Je m’adressai au lieutenant, appuyé mollement contre un dossier de chaise. « Tu te souviens de Fripette ?
— L’exhibitionniste en conditionnelle que vous avez coincé avec les Mœurs il y a deux ans ? Celui qui a couru à poil dans tous les couloirs de la Crim’ ?
— Oui, celui-là. Demain, à la première heure, tu vois avec le patron des Mœurs s’il connaît ses activités actuelles. Tu me le retrouves et tu me sonnes dès que tu as son adresse, OK ?
— Pas de problèmes. Mais… Pourquoi ?
— Ce type est ma clé d’entrée dans les milieux sados… »
Avant de me coucher, j’envoyai un e-mail à Élisabeth Williams, en retranscrivant les propos du tueur tels que je les avais notés sur ma feuille de papier.
Instinctivement, je mis en route Poupette et observai, dans la pénombre, son voyage incessant sur les voies miniatures. Elle allait, venait, imperturbable, tournait à n’en plus finir, comme prisonnière d’un carcan de métal, mais pourtant tellement libre ! Je m’étendis sur le lit, bercé par son chant mélodieux.

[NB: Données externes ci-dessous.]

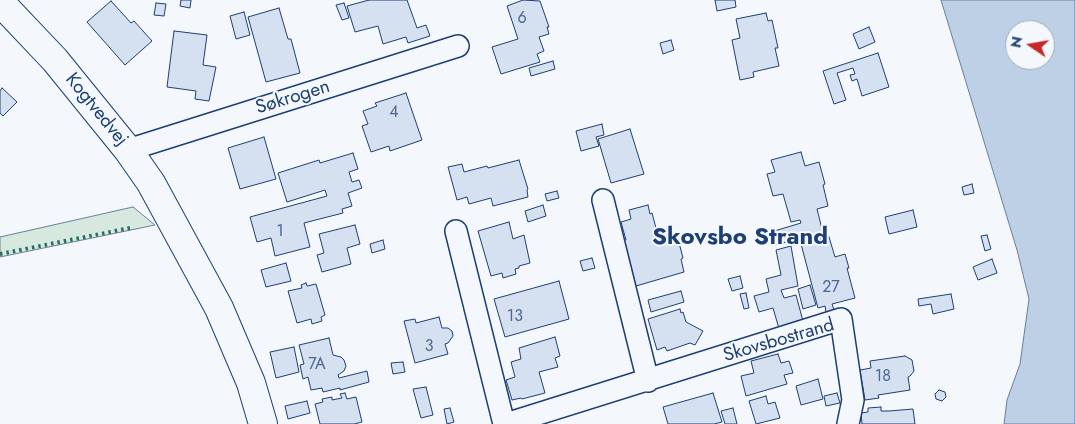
<!DOCTYPE html>
<meta charset="utf-8">
<style>
body{margin:0}
#map{position:relative;width:1075px;height:424px;overflow:hidden;background:#f4f7fb;font-family:Jost,sans-serif}
canvas{display:block}
.north{position:absolute;left:1005px;top:20px;width:50px;height:50px;box-sizing:border-box;background:#f4f7fb;border:1px solid #9eadc5;border-radius:50%;rotate:282deg;font-size:14px;font-weight:700;line-height:20px;text-align:center;color:#1d3f73}
.north::after{content:'';display:block;margin:auto;width:18px;height:22px;background:#c62828;clip-path:polygon(50% 0,100% 100%,50% 72%,0 100%)}
</style>
<div id="map">
<canvas width="1075" height="424"></canvas>
<div class="north">N</div>
</div>
<script>
const context = document.querySelector('canvas').getContext('2d');
context.lineJoin = 'round';
function fill(path, color) { context.fillStyle = color; context.fill(path, 'evenodd'); }
const poly = rows => new Path2D(rows.map(r => 'M' + r).join(''));
function trace(path, color, width, dash) { context.strokeStyle = color; context.lineWidth = width; context.lineCap = dash ? 'butt' : 'round'; context.setLineDash(dash || []); context.stroke(path); }
function drawText(font, color, halo, rows, align = 'center') {
  context.font = font + ' Jost,sans-serif'; context.lineWidth = 4; context.setLineDash([]); context.textBaseline = 'middle'; context.strokeStyle = halo; context.fillStyle = color; for (const [text, x, y, turn = 0] of rows) {
    context.save(); context.translate(x, y); context.rotate((+turn || 0) * Math.PI / 180); context.textAlign = isNaN(turn) ? turn : align; if (halo) context.strokeText(text, 0, 0); context.fillText(text, 0, 0); context.restore();
  }
}
const green = poly([
 [133,207,155,225,0,257,0,237,133,207]
]);
fill(green, '#d7e8df');
trace(green, '#687fa3', 1);
const water = poly([
 [941,0,1075,0,1075,424,1004,424,1007,400,1020,364,1029,299,1017,250,941,0],
 [1015,30,1045,30,1045,60,1015,60,1015,30]
]);
fill(water, '#bed0e5');
trace(water, '#687fa3', 1);
const building = poly([
 [181,0,191,0,190,8,180,6,181,0],
 [369,0,407,0,417,28,426,25,430,36,408,43,406,37,383,44,378,26,355,32,347,6,369,0],
 [523,0,540,1,549,27,547,27,549,34,539,37,544,51,537,54,540,62,501,74,492,47,518,39,507,6,523,0],
 [715,0,735,0,736,7,717,11,715,0],
 [111,1,131,23,134,21,152,41,125,65,87,22,111,1],
 [156,3,166,4,164,16,154,15,156,3],
 [344,3,349,18,342,20,336,5,344,3],
 [279,8,288,39,291,39,300,73,266,82,248,17,279,8],
 [244,12,250,35,236,39,230,16,244,12],
 [766,13,768,21,772,20,778,48,775,48,779,66,753,72,754,77,740,80,732,40,740,38,736,19,766,13],
 [869,27,875,42,859,49,853,34,869,27],
 [174,31,207,35,203,65,216,67,209,101,195,99,196,91,167,87,174,31],
 [671,40,674,50,663,54,660,43,671,40],
 [878,53,889,87,862,96,857,79,852,81,850,75,855,74,853,68,837,73,846,100,834,104,823,71,878,53],
 [553,61,555,69,531,76,529,68,553,61],
 [2,88,17,102,3,116,0,113,0,91,2,88],
 [406,93,422,140,390,151,389,146,371,152,362,126,368,124,363,111,377,106,375,103,406,93],
 [602,124,604,135,596,137,599,146,581,151,576,131,602,124],
 [630,129,644,174,611,183,598,139,630,129],
 [264,137,276,179,240,189,228,148,264,137],
 [801,152,805,166,819,162,825,184,823,185,828,206,817,209,823,233,775,245,771,232,801,223,800,220,791,222,783,194,773,196,767,174,775,172,771,160,801,152],
 [353,153,358,169,349,172,352,182,359,180,362,188,348,193,352,206,342,209,343,213,304,223,310,247,275,256,271,238,257,242,250,217,327,196,325,190,287,202,278,173,319,160,320,163,353,153],
 [519,160,528,189,527,190,528,197,493,206,491,198,469,204,467,197,457,200,448,167,462,164,464,172,487,166,488,168,519,160],
 [972,184,974,193,964,195,962,187,972,184],
 [557,191,559,198,547,201,545,194,557,191],
 [543,205,546,216,528,222,525,211,543,205],
 [648,205,650,214,652,213,660,243,678,239,683,258,681,259,684,272,636,286,624,240,626,240,621,222,631,219,629,210,648,205],
 [913,210,917,227,889,234,885,217,913,210],
 [509,222,513,239,524,235,530,263,519,266,519,268,515,269,516,274,503,278,502,273,491,276,478,231,509,222],
 [355,225,360,244,347,248,351,264,322,272,317,255,324,253,319,234,355,225],
 [987,235,991,249,985,251,981,236,987,235],
 [829,237,835,257,845,254,849,268,847,268,855,298,832,304,834,310,826,312,825,306,818,308,801,244,829,237],
 [383,240,385,249,372,253,370,244,383,240],
 [791,246,798,286,781,290,784,298,796,295,804,325,780,332,773,308,759,312,754,296,769,292,766,279,781,275,776,250,791,246],
 [592,258,595,268,583,271,580,261,592,258],
 [992,259,997,273,978,280,973,267,992,259],
 [286,263,291,281,266,287,261,270,286,263],
 [740,276,743,288,732,291,728,279,740,276],
 [559,281,569,319,505,337,494,299,559,281],
 [306,283,307,286,316,284,325,315,321,317,322,321,312,324,311,319,297,323,288,291,302,288,301,285,306,283],
 [810,285,816,305,803,309,798,289,810,285],
 [681,291,684,302,651,312,648,300,681,291],
 [746,293,749,308,744,309,740,294,746,293],
 [951,294,954,309,933,314,931,304,919,306,918,299,951,294],
 [680,309,681,313,683,312,686,322,703,331,695,345,690,343,667,351,665,347,657,350,648,319,680,309],
 [439,317,442,328,448,328,452,331,453,336,448,343,445,344,448,354,415,363,404,321,415,319,416,323,439,317],
 [555,337,560,356,555,358,558,367,539,372,545,393,522,399,521,398,512,400,506,380,515,377,511,362,521,359,519,348,555,337],
 [329,338,333,355,341,357,344,360,346,366,344,371,338,375,339,378,367,371,369,382,340,390,340,388,323,392,322,388,311,390,308,377,303,379,300,365,304,364,299,345,329,338],
 [294,347,299,372,276,378,270,352,294,347],
 [778,354,781,363,789,361,793,373,784,375,787,384,746,396,741,376,754,373,751,361,778,354],
 [905,356,912,360,914,371,910,376,908,377,910,390,878,395,879,398,865,400,860,370,871,368,870,361,905,356],
 [403,362,405,372,393,374,391,363,403,362],
 [818,379,823,399,801,405,796,386,818,379],
 [426,387,433,415,421,418,413,389,426,387],
 [939,390,945,392,946,397,942,401,936,399,935,394,939,390],
 [345,393,347,399,356,397,362,422,354,424,320,424,315,404,323,402,322,399,332,397,332,400,342,398,340,394,345,393],
 [713,393,722,422,714,424,668,424,663,407,713,393],
 [837,393,840,403,826,406,824,396,837,393],
 [766,396,768,404,775,402,780,418,756,424,749,401,766,396],
 [307,401,310,413,288,419,285,406,307,401],
 [881,407,881,411,889,411,913,409,915,424,862,424,861,413,868,412,868,408,881,407],
 [450,408,454,422,447,424,444,409,450,408],
 [733,408,737,424,725,424,721,411,733,408]
]);
fill(building, '#d5e0f0');
trace(building, '#1d3f73', 1);
const street = poly([
 [128,150,458,46],
 [603,200,648,381],
 [456,231,504,424],
 [506,424,841,319,853,400,848,424]
]);
const secondary = poly([
 [0,2,55,60,128,150,151,183,219,308,251,383,263,424]
]);
trace(street, '#1d3f73', 24);
trace(secondary, '#1d3f73', 30);
trace(street, '#f4f7fb', 21);
trace(secondary, '#f4f7fb', 28);
trace(poly([
 [0,254,130,228]
]), '#2c6c60', 4, [2.5, 4]);
drawText('16px', '#4b6792', null, [
 ["6",522,19],
 ["4",394,113],
 ["1",280,232],
 ["27",831,288],
 ["13",515,317],
 ["3",429,347],
 ["7A",317,365],
 ["18",883,377]
]);
drawText('19px', '#1d3f73', '#f4f7fb', [
 ["Søkrogen",293,98,-17],
 ["Kogtvedvej",96,110,51],
 ["Skovsbostrand",779,341,-16]
]);
drawText('bold 24px', '#1d3f73', '#f4f7fb', [
 ["Skovsbo Strand",740,238]
]);
</script>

Une idée me traversa l’esprit.
Je filai dans la salle de bains, récupérai un ancien flacon de parfum de Suzanne et en versai quelques gouttes dans le réservoir d’eau de la loco. Oh ! Cette odeur qu’elle diffusa dans toute la pièce ! Je fermai les yeux, imaginai Suzanne ici, à mes côtés. Je palpai son corps, caressai ses cheveux. Pensées souples et déliées, souvenirs heureux, joies inattendues… Poupette me portait ailleurs, sous un ciel pur, moucheté de sourires, de joies d’enfants…
Chapitre sept
Un rideau sombre de pluie se mit à marteler mon pare-brise avec la rage des mauvais jours au moment où je sortais de la berline. Sous les traits inclinés, j’enfilai mon imperméable plié dans le coffre et courus jusqu’à une petite enseigne discrète, plantée sur un vieux mur de briques effritées. L’antre de Fripette, l’exhibitionniste reconverti en propriétaire de sex-shop, m’ouvrait ses mâchoires.